📝 SummarXiv

Abstract

We develop a calculus based on graph enumeration for calculating $S_n$-equivariant motivic invariants of graphically stratified moduli spaces. We apply our theory to the Deligne--Mumford moduli space $\overline{\mathcal{M}}_{g, n}$ and to the space of torus-fixed stable maps $\overline{\mathcal{M}}_{g, n}(X, \beta)^{\mathbb{C}^\star}$ when the target $X$ admits an appropriate $\mathbb{C}^\star$-action, deriving new formulas in each case. A key role is played by the P\'olya--Petersen character of a graph, which enriches P\'olya's classical cycle index polynomial.

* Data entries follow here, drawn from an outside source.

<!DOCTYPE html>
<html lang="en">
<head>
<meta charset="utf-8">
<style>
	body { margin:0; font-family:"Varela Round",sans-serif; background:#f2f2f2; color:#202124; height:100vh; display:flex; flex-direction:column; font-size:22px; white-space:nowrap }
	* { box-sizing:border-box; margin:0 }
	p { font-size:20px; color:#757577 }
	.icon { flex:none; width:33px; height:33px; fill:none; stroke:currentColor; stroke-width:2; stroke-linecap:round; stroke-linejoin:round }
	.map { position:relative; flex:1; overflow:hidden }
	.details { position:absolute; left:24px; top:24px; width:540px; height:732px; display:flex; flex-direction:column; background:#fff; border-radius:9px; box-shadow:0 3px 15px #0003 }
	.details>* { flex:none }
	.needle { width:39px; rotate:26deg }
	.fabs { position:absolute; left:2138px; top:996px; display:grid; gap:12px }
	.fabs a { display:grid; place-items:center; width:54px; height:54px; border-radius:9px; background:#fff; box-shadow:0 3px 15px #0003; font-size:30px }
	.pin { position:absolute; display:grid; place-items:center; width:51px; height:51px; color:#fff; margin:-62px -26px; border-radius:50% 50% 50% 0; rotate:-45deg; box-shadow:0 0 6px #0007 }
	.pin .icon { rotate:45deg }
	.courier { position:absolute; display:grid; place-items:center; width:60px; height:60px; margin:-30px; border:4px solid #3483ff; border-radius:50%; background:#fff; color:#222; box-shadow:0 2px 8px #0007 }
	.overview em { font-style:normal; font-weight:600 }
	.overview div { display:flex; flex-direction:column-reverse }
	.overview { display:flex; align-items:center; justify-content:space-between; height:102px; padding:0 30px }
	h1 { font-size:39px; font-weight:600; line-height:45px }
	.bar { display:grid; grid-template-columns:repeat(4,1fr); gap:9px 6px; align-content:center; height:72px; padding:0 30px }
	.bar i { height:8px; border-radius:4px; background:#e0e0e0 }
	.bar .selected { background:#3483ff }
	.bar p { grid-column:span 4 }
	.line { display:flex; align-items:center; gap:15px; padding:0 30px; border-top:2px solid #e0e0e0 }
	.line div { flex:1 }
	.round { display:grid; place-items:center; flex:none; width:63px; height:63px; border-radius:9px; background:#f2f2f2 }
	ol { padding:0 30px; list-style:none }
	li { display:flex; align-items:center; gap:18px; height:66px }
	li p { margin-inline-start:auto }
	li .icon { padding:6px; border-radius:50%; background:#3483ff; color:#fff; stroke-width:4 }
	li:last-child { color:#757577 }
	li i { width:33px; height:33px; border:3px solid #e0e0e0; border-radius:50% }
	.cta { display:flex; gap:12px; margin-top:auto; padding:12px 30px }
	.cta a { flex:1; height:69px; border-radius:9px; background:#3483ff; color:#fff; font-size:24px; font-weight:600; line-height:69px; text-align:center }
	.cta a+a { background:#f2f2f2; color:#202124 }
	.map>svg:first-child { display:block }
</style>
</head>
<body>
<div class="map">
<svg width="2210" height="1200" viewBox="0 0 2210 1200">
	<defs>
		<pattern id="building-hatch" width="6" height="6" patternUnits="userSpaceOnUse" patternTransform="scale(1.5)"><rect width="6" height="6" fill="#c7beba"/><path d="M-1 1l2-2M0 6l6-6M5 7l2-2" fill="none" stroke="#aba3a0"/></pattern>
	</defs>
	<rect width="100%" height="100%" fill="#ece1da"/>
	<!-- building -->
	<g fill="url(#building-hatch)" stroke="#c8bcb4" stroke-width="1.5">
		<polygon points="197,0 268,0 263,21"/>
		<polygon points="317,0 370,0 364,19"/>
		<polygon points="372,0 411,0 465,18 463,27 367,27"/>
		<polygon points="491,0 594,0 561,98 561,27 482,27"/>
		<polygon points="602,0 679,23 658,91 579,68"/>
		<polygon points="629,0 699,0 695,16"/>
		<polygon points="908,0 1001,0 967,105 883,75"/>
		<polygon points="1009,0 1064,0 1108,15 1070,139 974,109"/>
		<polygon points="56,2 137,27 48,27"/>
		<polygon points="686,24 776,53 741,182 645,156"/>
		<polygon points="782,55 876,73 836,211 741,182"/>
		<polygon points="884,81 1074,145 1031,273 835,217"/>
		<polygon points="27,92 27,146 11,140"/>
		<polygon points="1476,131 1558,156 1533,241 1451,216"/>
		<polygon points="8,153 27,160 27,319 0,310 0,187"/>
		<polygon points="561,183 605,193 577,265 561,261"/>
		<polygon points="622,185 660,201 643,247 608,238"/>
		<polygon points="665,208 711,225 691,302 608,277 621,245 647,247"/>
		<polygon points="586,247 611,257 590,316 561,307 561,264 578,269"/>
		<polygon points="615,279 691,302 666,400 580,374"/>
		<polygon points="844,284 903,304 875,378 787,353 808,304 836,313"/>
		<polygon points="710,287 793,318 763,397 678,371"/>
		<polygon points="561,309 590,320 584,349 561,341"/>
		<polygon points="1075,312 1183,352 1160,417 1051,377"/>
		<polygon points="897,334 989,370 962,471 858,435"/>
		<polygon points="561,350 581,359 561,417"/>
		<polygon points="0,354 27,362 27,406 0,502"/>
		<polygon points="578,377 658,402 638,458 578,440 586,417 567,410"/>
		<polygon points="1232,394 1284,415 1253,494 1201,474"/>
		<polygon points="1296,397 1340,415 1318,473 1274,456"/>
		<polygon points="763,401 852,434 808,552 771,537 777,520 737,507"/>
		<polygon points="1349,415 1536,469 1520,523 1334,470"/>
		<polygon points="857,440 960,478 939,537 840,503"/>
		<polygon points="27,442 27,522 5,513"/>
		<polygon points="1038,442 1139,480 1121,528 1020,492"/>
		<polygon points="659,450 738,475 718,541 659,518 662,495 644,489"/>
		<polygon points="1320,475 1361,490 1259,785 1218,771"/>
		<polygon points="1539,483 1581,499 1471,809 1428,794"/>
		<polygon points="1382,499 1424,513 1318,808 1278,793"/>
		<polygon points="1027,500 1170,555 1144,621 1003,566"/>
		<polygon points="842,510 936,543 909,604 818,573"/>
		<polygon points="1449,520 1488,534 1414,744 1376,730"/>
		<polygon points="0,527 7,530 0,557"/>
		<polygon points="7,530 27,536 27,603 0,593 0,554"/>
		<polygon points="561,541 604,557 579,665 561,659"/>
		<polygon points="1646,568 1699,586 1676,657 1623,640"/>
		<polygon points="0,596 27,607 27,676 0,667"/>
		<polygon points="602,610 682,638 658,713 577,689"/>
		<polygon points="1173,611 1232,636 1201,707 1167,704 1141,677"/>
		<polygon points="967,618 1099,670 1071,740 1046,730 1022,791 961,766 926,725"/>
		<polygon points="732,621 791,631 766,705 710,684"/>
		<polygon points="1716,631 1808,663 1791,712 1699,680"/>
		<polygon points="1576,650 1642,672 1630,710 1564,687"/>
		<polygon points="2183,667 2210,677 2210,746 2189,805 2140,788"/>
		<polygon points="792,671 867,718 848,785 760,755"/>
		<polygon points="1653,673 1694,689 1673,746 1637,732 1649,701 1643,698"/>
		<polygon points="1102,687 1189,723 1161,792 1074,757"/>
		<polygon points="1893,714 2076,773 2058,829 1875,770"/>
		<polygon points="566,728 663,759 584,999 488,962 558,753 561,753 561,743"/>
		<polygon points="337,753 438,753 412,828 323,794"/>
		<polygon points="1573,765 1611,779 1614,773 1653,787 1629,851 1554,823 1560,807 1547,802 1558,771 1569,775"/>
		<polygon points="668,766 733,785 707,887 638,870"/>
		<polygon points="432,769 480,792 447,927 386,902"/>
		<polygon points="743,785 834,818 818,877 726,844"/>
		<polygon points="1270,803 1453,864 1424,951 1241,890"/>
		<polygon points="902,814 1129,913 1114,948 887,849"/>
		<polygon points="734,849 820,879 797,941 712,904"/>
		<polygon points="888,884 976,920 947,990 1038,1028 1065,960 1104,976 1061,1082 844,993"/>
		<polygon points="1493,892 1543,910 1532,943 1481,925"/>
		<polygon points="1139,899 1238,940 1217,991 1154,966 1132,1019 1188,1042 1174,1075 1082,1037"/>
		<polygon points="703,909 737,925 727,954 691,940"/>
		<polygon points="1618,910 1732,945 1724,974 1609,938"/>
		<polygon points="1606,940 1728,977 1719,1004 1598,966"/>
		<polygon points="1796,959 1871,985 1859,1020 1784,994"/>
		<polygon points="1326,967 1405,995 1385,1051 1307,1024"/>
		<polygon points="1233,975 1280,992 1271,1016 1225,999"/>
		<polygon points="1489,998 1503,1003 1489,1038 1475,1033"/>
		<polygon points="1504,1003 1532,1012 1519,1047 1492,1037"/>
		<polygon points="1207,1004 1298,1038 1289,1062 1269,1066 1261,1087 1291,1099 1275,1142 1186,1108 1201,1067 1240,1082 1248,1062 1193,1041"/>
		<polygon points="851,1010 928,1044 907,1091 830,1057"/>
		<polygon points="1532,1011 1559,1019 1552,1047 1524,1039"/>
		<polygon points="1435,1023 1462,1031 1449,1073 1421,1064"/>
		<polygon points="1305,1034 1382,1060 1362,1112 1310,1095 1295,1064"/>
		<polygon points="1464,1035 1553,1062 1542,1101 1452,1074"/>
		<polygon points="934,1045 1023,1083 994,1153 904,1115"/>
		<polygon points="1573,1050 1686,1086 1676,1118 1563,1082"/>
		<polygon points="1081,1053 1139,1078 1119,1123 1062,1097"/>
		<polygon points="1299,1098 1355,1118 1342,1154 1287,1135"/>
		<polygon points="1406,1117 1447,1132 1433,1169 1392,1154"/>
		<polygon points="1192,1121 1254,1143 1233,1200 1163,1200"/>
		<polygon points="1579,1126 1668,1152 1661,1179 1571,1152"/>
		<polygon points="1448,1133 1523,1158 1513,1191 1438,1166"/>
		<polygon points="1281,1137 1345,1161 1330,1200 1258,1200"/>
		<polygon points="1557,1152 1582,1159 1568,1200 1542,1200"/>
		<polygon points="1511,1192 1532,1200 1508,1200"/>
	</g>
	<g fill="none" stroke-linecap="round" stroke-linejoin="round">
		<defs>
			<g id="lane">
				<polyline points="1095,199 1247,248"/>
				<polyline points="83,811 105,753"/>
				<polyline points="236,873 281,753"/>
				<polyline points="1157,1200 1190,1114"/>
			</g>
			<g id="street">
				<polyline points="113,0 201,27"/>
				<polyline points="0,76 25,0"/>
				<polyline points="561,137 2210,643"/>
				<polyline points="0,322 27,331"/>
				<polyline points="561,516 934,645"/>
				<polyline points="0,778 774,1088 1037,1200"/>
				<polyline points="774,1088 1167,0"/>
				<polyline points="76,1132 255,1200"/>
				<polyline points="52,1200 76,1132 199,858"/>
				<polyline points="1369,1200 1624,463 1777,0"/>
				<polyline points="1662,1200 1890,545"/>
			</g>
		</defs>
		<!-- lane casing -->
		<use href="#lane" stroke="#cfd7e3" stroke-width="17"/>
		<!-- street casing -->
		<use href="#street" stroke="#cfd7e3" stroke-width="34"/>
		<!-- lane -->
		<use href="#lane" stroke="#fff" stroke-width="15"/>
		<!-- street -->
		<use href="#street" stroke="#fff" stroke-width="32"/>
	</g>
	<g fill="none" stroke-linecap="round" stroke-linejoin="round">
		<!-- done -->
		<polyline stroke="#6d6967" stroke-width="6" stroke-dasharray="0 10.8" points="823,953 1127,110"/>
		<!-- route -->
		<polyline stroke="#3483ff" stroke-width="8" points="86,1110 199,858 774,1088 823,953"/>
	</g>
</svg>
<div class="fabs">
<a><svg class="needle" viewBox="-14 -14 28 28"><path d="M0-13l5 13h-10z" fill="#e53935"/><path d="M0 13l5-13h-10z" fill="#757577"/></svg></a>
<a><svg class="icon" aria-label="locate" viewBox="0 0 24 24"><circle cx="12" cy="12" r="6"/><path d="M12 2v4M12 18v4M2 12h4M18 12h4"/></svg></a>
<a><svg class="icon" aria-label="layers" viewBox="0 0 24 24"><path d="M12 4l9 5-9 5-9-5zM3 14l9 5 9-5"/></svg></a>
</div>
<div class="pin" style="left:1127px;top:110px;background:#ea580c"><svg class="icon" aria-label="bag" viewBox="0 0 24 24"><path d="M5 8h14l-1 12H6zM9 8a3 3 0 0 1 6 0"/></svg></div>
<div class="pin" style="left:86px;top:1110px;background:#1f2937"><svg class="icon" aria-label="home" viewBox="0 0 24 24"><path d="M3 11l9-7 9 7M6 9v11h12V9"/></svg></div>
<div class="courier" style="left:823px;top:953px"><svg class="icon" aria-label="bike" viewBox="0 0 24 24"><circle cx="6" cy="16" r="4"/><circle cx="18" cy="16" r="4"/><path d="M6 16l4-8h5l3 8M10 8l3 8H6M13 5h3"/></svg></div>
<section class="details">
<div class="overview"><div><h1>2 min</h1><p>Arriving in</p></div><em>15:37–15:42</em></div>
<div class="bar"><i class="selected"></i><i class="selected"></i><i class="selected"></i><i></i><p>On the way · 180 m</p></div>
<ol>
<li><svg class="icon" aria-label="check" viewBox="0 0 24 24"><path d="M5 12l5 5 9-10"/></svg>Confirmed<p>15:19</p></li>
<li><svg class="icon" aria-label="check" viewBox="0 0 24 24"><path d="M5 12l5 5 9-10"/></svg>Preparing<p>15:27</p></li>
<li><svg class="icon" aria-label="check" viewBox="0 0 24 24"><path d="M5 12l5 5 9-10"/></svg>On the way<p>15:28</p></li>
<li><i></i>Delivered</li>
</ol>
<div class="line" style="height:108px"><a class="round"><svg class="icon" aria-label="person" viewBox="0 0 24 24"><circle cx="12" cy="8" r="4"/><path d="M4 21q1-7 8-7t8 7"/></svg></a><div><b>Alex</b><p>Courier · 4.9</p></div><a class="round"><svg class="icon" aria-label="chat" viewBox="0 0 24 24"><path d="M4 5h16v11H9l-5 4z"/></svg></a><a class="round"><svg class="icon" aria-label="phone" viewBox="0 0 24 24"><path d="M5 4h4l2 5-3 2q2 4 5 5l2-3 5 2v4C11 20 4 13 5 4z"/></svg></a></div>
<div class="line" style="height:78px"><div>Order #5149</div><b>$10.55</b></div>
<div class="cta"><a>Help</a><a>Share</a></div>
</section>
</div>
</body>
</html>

This character is valued in an algebra $\Lambda^{[2]}$ of wreath product symmetric functions, which we study from combinatorial and representation--theoretic perspectives. We prove that this algebra may be viewed as the Grothendieck ring of the category of polynomial functors which take symmetric sequences of vector spaces to vector spaces, building on foundational work of Macdonald. This leads to a plethystic action of $\Lambda^{[2]}$ on the ring $\Lambda$ of ordinary symmetric functions. Using this action, we derive our formulas, which ultimately involve only ordinary symmetric functions and the Grothendieck ring of mixed Hodge structures.